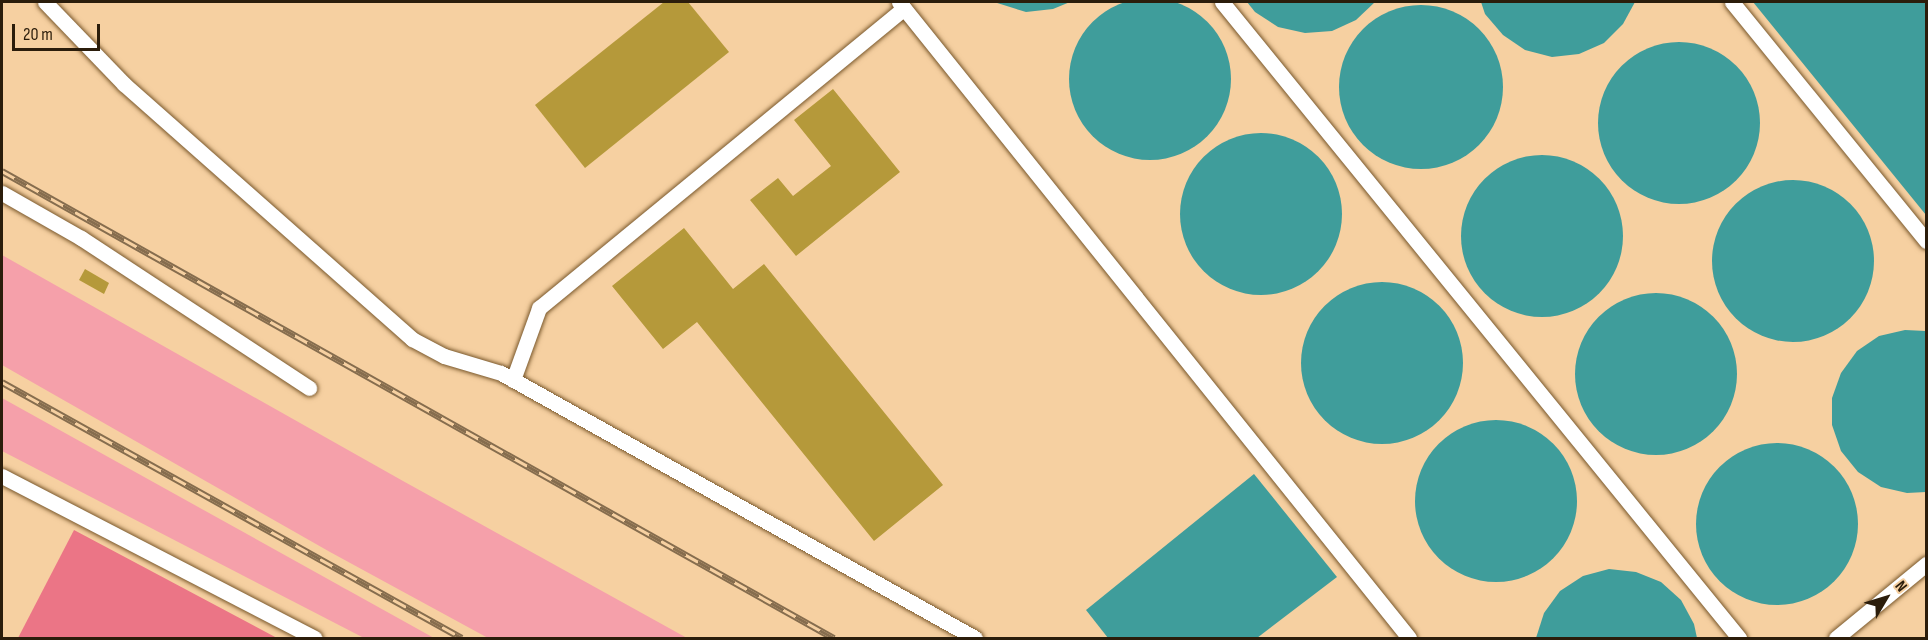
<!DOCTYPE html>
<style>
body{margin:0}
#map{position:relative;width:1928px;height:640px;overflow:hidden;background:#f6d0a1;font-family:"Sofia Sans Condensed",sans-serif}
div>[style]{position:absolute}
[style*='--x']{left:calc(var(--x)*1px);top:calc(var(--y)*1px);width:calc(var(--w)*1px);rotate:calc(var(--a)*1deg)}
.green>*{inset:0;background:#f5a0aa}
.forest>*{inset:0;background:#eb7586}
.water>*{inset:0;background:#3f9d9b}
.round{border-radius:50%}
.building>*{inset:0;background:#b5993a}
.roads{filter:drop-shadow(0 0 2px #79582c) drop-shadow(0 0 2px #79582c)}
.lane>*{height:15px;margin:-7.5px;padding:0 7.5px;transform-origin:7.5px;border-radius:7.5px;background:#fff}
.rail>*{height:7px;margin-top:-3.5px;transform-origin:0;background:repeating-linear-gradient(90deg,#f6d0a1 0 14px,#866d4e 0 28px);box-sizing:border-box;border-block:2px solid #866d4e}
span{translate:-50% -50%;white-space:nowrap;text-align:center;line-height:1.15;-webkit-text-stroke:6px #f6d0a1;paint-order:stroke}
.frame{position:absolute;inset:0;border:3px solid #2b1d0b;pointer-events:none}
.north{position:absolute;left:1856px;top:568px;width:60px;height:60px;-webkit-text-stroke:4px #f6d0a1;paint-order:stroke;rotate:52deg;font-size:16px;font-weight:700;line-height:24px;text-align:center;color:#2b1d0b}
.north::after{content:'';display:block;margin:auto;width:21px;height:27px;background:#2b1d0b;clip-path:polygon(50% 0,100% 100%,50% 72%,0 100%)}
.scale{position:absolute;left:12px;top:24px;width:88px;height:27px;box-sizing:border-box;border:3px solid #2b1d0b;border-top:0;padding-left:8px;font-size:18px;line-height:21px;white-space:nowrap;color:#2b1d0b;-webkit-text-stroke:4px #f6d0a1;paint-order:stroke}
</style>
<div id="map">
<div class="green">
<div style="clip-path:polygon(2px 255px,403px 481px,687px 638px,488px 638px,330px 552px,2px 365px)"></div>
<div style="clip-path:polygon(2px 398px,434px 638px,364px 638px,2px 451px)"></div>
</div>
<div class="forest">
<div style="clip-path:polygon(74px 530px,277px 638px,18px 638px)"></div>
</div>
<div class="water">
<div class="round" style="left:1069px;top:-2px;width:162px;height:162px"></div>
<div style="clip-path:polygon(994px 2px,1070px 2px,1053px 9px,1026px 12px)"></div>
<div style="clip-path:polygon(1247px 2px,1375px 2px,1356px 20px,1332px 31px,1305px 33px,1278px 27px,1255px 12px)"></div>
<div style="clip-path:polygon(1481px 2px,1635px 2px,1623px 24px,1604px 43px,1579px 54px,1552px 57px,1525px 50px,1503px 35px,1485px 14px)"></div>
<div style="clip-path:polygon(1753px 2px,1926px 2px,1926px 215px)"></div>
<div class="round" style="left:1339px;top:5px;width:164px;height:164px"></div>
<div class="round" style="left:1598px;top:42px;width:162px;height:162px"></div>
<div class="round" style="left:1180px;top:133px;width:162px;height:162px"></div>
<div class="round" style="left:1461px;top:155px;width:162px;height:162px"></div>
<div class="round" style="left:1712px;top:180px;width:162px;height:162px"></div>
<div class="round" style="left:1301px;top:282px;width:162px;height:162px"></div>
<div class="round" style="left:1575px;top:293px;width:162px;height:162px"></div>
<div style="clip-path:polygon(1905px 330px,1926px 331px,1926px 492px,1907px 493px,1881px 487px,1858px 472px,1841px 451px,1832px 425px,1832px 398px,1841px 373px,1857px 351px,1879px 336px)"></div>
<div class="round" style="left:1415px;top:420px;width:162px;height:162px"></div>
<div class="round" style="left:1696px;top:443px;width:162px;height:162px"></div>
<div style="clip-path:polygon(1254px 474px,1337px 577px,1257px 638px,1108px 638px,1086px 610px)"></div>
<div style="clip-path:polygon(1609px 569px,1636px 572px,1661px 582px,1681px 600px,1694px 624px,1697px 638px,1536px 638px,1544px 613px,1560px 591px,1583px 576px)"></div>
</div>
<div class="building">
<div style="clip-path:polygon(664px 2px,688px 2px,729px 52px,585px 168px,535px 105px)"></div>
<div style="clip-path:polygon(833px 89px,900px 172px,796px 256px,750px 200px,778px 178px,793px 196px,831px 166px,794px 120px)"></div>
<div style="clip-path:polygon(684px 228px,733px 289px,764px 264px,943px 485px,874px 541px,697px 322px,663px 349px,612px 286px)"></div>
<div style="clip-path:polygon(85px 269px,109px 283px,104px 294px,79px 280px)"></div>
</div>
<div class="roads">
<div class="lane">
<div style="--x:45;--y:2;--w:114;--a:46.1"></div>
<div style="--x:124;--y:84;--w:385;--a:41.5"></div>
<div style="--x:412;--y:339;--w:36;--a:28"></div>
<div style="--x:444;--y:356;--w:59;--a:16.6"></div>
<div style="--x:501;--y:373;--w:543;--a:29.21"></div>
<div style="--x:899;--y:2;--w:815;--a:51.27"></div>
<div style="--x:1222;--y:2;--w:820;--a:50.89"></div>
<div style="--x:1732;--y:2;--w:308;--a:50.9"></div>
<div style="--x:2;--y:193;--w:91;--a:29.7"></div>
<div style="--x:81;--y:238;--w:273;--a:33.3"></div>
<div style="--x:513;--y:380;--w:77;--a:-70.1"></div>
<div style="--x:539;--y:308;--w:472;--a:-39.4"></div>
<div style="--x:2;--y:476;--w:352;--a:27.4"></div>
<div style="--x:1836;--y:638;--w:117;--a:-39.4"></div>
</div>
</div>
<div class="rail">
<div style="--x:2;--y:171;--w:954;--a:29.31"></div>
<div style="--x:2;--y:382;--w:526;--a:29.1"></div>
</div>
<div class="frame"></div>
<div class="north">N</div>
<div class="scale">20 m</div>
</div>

--------------------

▸ Brief: From the records above, report the number of lines that hold the string "lane" and add nothing.

▸ Result for this exercise: 2